--- Given entries Enclosed Below ---

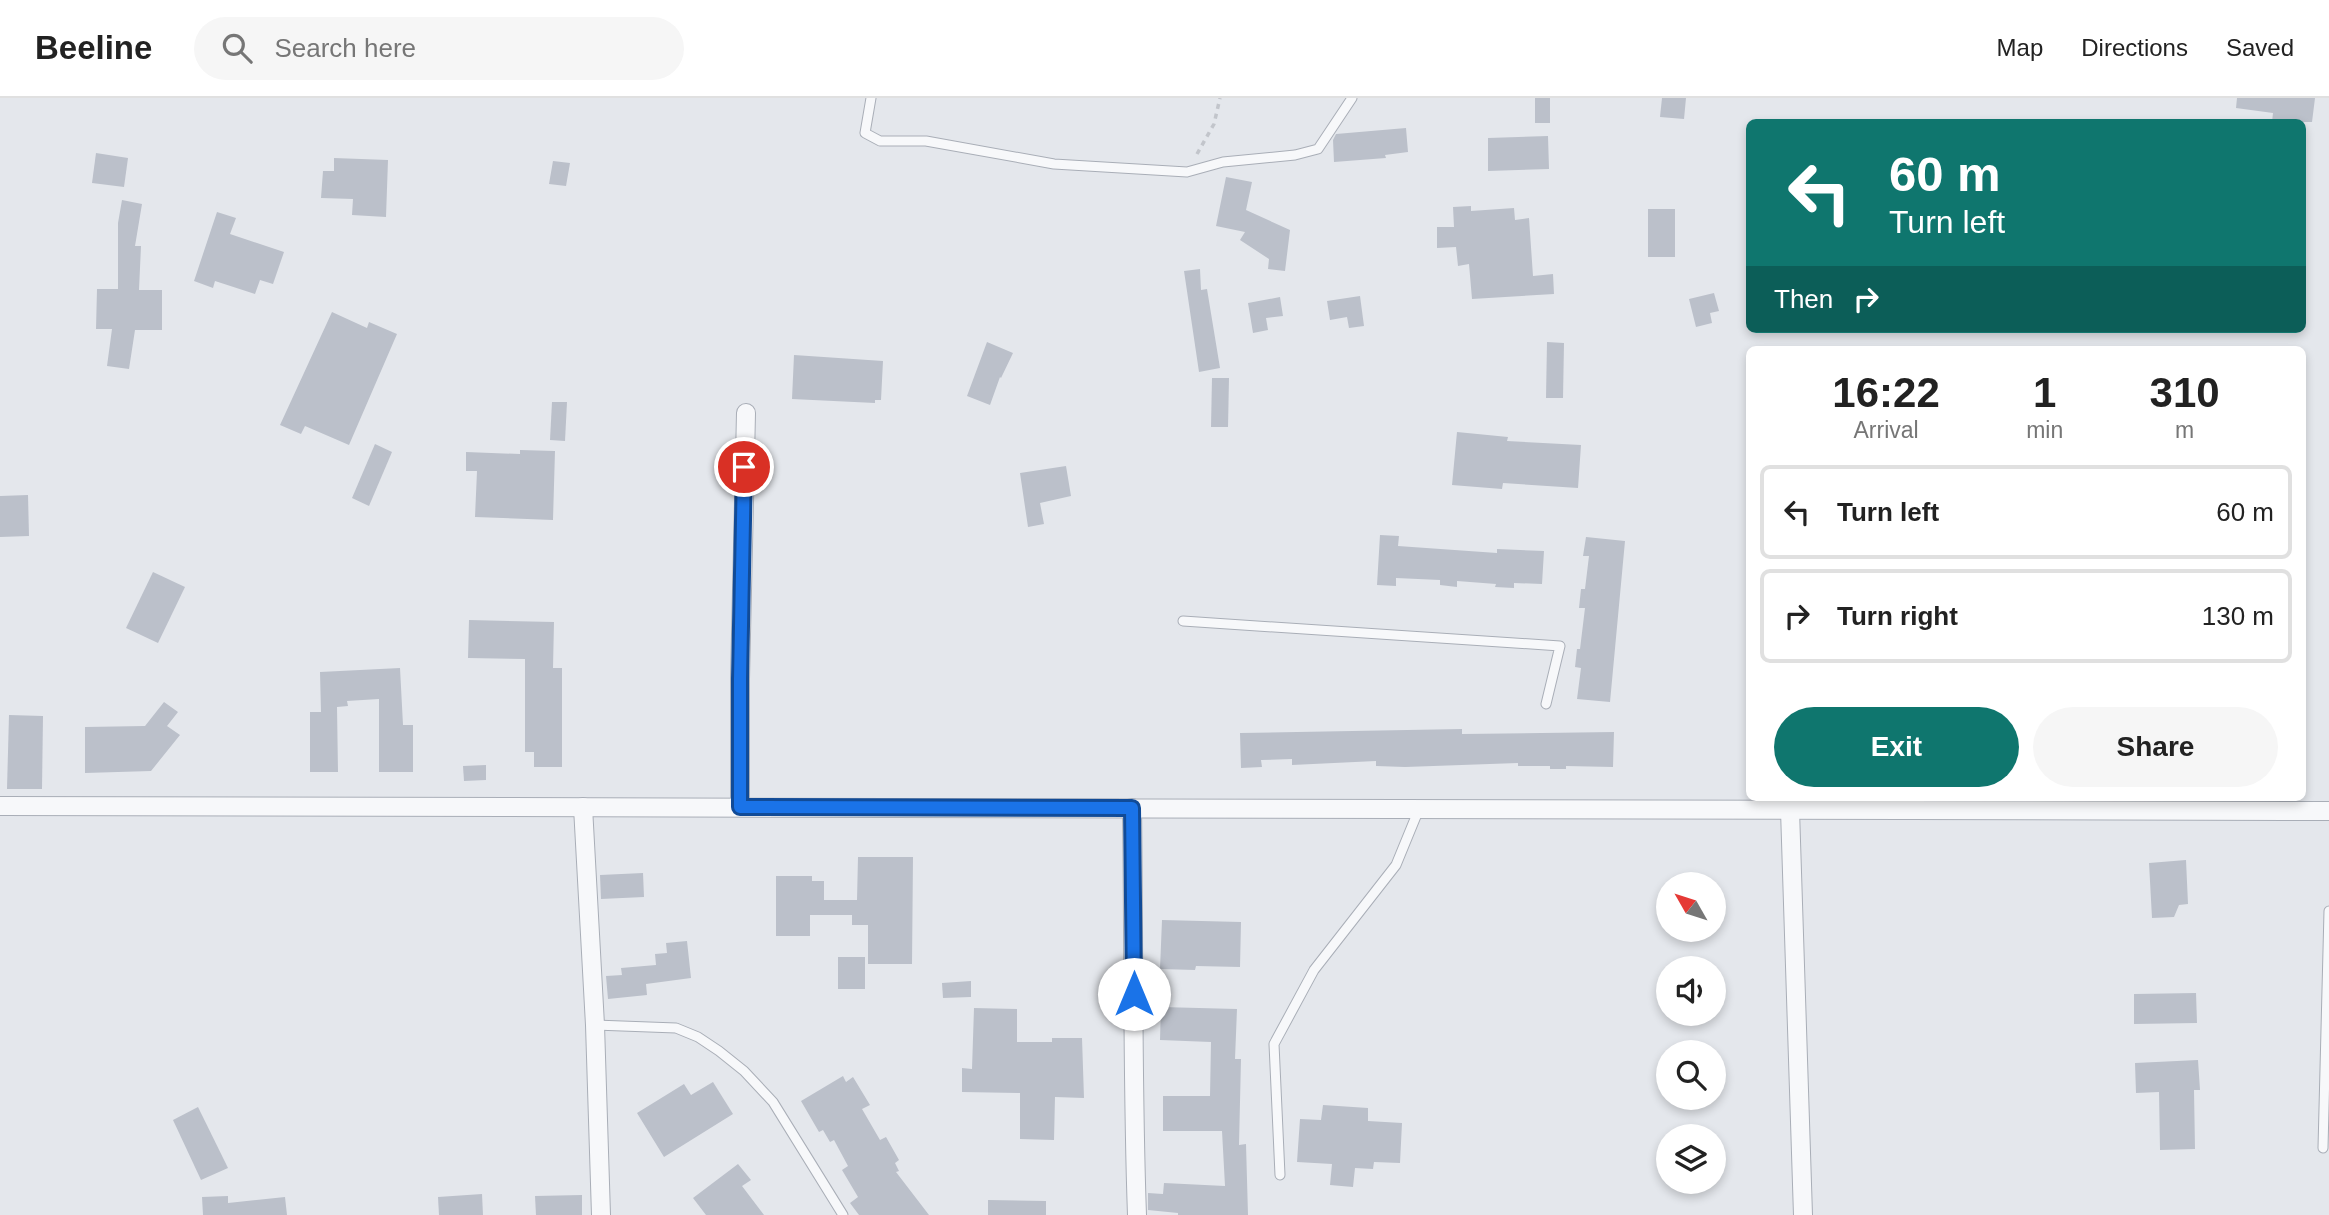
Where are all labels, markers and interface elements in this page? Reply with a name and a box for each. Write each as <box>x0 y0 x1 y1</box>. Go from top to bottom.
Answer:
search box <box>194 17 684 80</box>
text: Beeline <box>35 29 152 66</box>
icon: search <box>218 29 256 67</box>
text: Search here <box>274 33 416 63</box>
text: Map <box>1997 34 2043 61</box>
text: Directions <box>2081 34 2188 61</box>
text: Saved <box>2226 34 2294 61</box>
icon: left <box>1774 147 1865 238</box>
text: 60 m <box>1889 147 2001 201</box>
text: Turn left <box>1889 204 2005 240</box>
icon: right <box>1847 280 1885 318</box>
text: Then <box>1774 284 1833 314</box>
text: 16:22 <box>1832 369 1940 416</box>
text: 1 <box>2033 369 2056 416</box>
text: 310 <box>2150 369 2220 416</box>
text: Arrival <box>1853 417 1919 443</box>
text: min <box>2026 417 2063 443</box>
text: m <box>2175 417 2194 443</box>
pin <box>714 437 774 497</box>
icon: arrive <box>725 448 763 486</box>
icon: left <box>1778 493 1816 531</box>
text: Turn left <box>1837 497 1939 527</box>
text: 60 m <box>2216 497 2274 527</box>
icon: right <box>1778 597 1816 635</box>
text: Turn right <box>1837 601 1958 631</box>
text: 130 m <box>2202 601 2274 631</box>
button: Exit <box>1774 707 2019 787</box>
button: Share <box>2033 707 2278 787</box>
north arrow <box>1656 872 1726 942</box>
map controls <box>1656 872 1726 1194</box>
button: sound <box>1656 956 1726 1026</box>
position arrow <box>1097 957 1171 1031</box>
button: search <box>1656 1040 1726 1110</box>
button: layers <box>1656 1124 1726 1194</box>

--- End of Enclosed Given entries ---
--- Given entries Enclosed Below ---

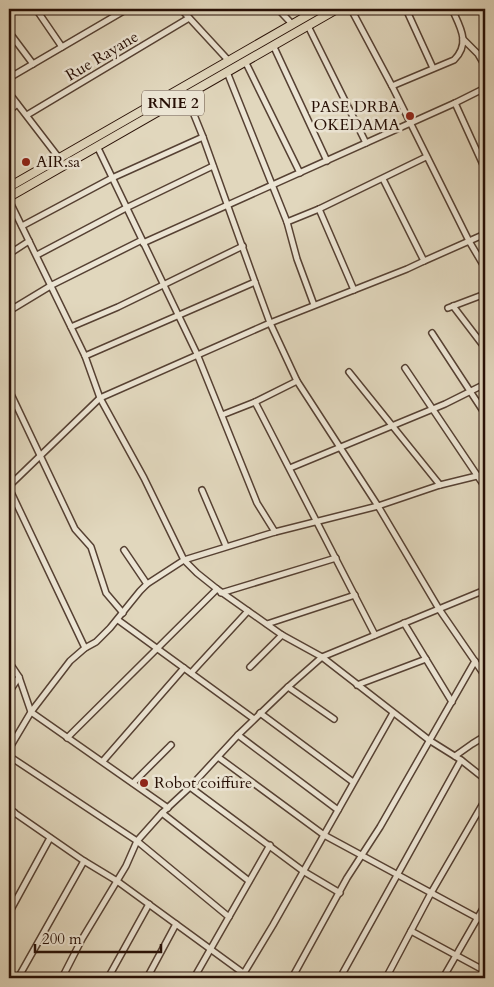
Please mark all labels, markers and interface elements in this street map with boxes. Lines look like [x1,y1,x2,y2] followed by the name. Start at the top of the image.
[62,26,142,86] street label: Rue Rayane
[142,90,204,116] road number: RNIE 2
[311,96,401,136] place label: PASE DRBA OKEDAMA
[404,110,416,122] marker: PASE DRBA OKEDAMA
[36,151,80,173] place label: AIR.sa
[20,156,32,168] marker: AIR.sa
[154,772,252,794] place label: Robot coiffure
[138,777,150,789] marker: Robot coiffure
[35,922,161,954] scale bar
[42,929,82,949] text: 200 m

--- End of Enclosed Given entries ---
--- Given entries Enclosed Below ---

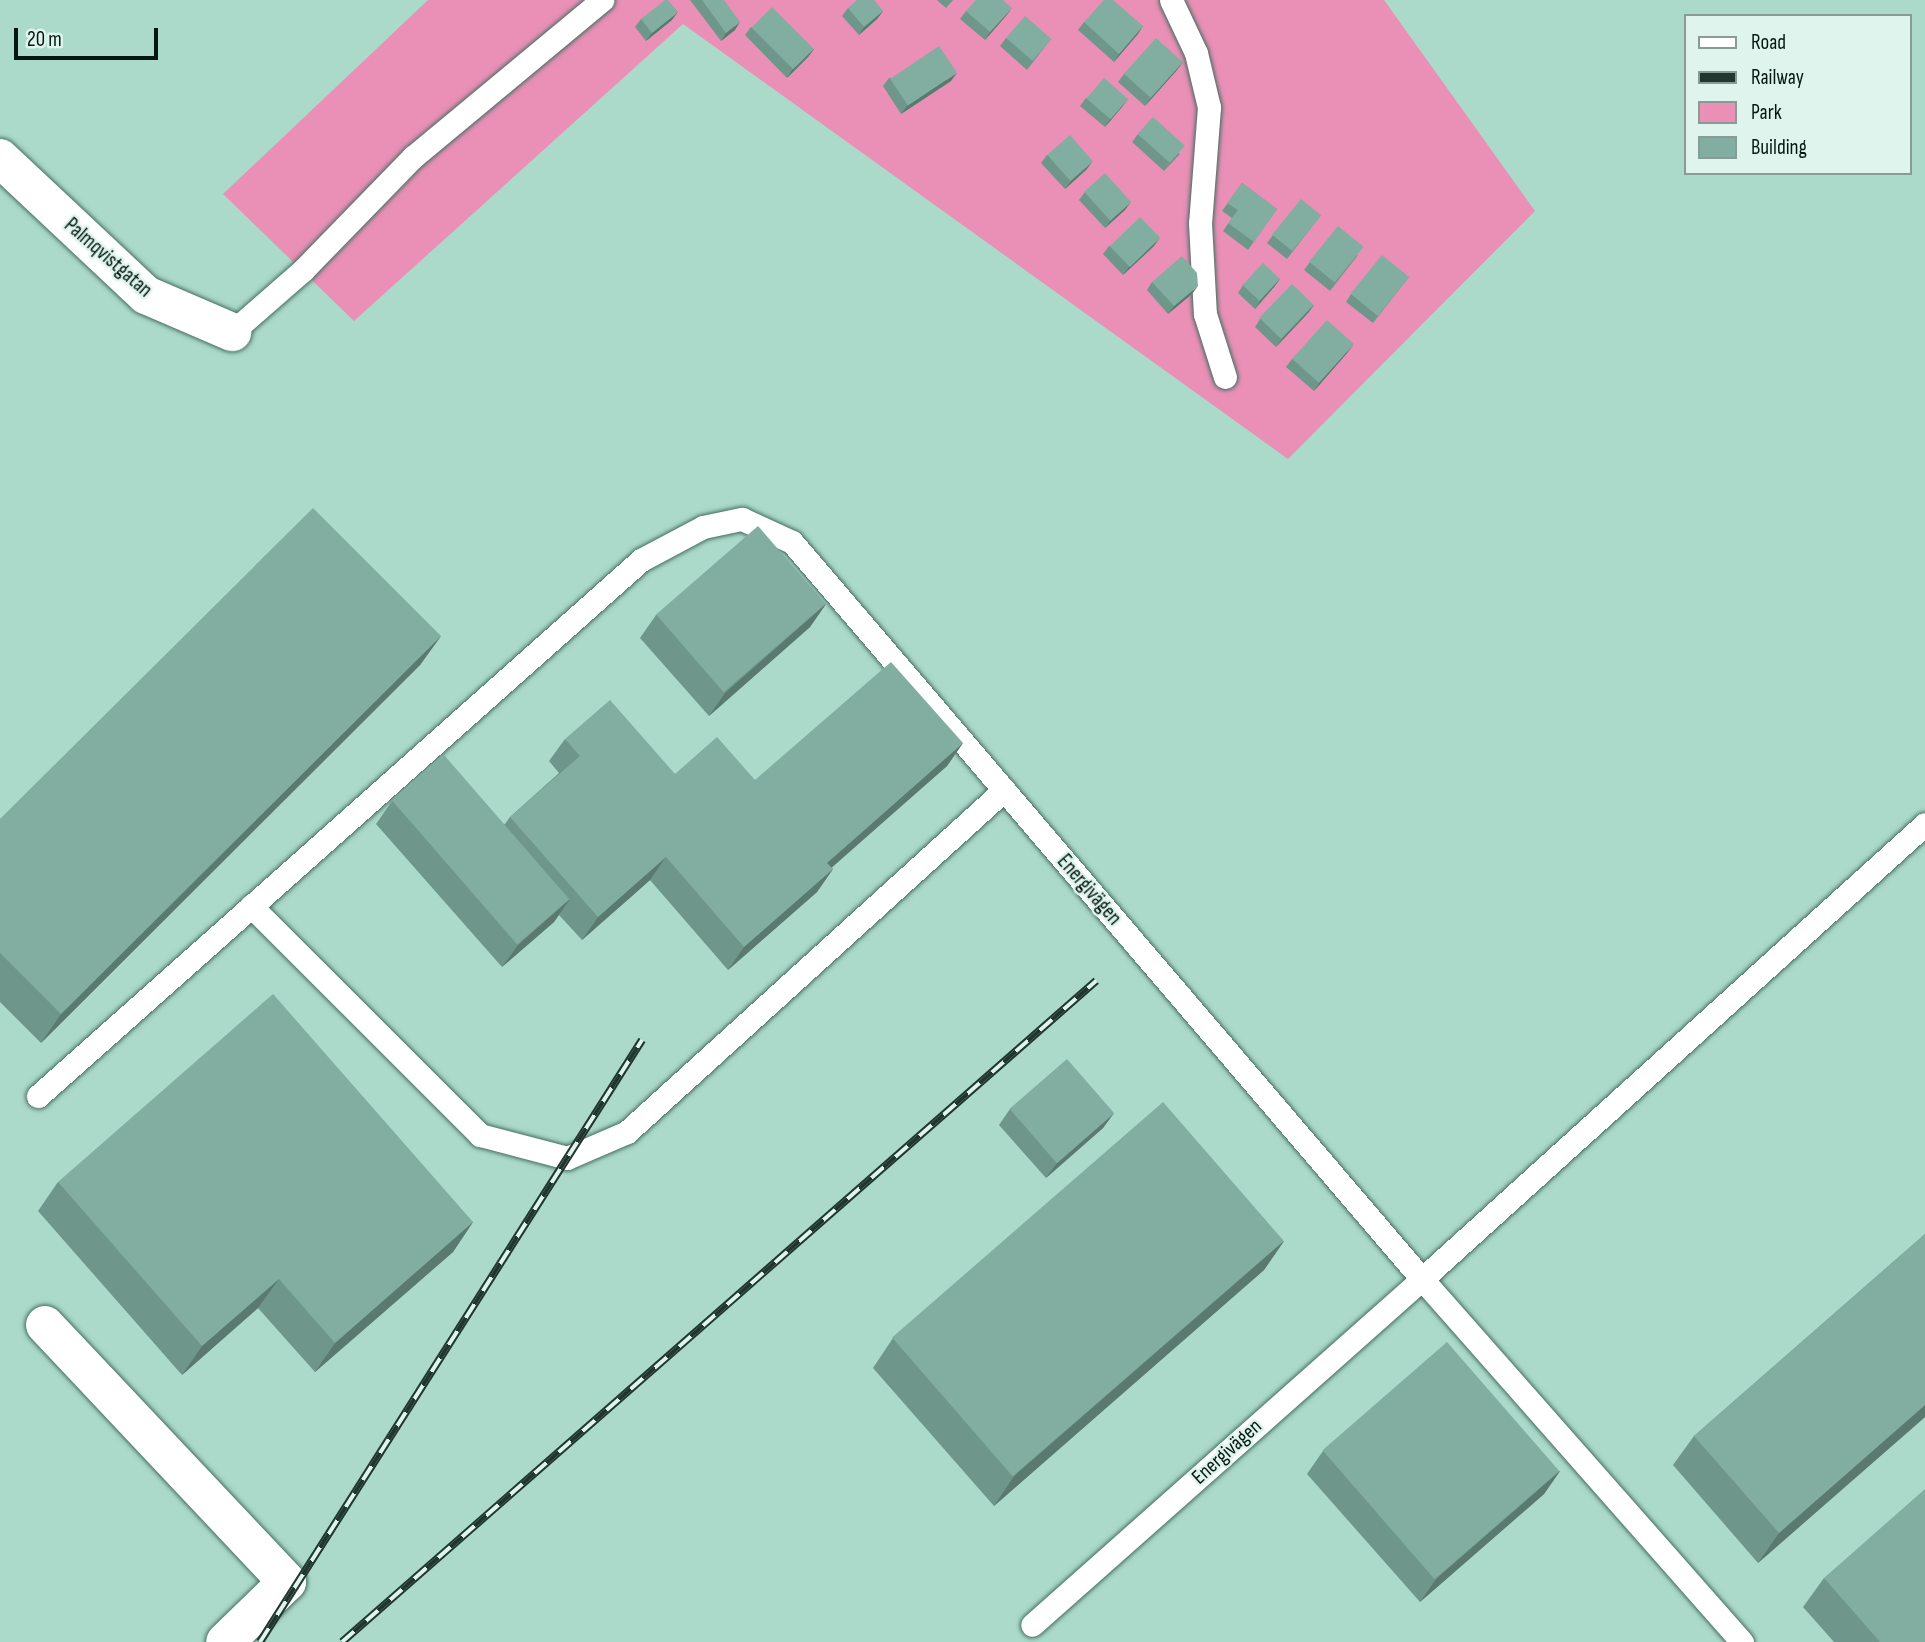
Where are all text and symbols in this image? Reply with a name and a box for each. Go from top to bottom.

--- End of Enclosed Given entries ---

*What this task involves*
Find all lines in the records that hold the word "Where". Copy them.

*Response to the task*
Where are all labels, markers and interface elements in this page? Reply with a name and a box for each. Write each as <box>x0 y0 x1 y1</box>. Go from top to bottom.
Where are all text and symbols in this image? Reply with a name and a box for each. Go from top to bottom.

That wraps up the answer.